*Provided records*:
# # # # # # #

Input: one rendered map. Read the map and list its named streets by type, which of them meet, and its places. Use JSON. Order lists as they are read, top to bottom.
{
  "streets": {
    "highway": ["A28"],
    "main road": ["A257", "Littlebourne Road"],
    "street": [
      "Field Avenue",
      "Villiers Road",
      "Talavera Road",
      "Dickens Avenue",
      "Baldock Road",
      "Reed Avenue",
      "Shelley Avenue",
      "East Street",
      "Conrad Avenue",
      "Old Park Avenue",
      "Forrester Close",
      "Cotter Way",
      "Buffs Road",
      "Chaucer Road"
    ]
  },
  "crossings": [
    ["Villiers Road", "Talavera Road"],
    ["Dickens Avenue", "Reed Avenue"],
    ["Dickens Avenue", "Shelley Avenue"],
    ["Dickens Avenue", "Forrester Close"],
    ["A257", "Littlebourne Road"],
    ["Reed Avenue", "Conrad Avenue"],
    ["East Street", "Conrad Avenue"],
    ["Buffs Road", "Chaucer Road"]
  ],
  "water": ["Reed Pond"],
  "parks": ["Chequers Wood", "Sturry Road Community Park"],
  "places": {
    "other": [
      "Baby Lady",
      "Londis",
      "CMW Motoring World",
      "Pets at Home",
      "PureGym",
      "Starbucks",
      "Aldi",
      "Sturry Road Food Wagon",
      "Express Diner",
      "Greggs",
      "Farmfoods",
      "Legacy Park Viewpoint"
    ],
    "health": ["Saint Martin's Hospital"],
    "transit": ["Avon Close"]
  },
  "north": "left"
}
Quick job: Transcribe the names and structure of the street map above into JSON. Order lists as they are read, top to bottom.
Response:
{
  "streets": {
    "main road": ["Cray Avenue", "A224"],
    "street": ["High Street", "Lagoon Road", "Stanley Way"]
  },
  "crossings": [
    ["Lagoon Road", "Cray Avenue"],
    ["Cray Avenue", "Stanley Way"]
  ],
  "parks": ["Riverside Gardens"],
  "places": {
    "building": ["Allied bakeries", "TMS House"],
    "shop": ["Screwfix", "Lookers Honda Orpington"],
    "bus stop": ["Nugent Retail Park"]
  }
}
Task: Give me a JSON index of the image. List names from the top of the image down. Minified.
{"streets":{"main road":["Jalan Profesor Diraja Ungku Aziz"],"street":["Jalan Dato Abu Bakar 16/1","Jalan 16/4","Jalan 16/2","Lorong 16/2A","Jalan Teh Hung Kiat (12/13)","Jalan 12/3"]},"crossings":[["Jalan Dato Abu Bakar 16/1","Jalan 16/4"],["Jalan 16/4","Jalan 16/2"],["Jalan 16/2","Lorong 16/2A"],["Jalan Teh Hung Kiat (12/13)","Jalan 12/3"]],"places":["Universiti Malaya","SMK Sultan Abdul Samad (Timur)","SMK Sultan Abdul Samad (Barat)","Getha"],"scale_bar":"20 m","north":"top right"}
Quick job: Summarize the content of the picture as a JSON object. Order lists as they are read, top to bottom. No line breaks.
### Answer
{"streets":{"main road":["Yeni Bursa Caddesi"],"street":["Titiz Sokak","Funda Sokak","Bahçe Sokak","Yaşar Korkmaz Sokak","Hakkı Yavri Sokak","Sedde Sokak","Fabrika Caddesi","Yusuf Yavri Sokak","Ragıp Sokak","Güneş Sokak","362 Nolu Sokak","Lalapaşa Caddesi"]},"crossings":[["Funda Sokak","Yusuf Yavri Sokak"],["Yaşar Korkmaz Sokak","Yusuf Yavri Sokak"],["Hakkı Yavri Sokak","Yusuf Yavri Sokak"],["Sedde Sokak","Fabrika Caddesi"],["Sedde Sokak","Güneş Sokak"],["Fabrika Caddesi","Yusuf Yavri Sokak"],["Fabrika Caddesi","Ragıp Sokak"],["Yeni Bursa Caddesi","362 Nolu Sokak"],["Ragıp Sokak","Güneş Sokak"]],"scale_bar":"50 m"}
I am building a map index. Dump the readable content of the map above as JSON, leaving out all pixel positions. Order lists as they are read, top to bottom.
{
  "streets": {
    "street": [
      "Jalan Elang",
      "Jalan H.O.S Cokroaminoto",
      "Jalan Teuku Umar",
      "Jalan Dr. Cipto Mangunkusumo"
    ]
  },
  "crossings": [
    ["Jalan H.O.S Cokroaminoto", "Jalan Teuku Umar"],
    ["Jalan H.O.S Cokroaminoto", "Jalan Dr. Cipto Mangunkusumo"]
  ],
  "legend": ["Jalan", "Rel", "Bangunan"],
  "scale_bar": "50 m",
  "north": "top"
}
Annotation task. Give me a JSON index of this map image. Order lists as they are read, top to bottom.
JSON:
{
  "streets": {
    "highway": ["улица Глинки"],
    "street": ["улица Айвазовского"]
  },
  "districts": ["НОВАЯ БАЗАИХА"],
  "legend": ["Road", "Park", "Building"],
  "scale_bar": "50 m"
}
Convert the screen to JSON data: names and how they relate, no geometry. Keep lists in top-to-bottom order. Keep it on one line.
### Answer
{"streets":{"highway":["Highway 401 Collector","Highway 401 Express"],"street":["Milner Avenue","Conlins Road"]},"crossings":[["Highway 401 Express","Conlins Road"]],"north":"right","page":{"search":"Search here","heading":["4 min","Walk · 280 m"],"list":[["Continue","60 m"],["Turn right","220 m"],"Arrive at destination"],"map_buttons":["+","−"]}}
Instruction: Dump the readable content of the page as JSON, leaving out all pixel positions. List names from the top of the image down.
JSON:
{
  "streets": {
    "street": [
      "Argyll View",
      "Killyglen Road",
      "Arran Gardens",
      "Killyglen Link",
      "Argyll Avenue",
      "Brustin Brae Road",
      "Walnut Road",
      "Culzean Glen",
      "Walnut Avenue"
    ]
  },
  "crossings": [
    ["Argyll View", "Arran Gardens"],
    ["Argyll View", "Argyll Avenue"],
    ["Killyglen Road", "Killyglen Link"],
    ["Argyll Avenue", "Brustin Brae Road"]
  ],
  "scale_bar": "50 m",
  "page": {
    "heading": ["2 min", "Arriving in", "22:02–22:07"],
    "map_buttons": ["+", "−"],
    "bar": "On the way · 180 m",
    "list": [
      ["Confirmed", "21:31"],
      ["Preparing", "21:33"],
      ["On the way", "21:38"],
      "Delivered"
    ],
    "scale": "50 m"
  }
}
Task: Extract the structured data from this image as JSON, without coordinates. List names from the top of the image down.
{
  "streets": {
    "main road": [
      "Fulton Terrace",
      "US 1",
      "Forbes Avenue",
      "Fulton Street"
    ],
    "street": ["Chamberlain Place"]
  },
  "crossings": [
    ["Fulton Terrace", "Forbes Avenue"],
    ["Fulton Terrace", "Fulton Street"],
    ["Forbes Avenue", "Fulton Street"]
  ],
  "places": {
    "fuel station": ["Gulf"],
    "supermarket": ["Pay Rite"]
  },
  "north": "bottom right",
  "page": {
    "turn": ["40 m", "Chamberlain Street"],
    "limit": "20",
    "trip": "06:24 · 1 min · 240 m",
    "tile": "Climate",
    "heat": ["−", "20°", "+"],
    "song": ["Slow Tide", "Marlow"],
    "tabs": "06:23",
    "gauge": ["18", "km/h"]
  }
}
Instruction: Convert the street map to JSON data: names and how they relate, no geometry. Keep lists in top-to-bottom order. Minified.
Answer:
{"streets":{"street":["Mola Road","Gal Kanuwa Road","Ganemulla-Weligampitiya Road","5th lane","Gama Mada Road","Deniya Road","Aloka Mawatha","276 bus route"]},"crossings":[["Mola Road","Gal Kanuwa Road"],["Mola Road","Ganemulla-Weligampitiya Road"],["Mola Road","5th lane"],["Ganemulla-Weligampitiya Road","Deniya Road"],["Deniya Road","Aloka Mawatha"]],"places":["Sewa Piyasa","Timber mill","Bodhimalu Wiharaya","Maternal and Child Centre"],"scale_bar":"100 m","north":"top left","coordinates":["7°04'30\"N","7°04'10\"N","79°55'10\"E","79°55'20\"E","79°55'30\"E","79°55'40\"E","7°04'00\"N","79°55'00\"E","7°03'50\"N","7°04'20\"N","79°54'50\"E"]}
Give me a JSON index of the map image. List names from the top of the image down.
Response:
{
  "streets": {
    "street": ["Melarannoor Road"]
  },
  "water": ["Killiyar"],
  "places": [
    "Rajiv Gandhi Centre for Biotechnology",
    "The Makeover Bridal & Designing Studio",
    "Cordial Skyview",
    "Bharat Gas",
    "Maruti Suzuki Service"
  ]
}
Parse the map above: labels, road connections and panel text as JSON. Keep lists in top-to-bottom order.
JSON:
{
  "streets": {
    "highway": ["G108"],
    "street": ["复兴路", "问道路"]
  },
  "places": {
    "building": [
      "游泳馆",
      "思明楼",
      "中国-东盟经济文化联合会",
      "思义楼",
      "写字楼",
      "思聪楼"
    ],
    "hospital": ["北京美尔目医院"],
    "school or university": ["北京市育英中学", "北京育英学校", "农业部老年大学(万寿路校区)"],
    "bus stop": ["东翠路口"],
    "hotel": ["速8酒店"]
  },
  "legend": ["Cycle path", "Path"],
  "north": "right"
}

# # # # # # #

Filter the preceding entries down to the lines with "geometry".

*Task result*:
Convert the screen to JSON data: names and how they relate, no geometry. Keep lists in top-to-bottom order. Keep it on one line.
Instruction: Convert the street map to JSON data: names and how they relate, no geometry. Keep lists in top-to-bottom order. Minified.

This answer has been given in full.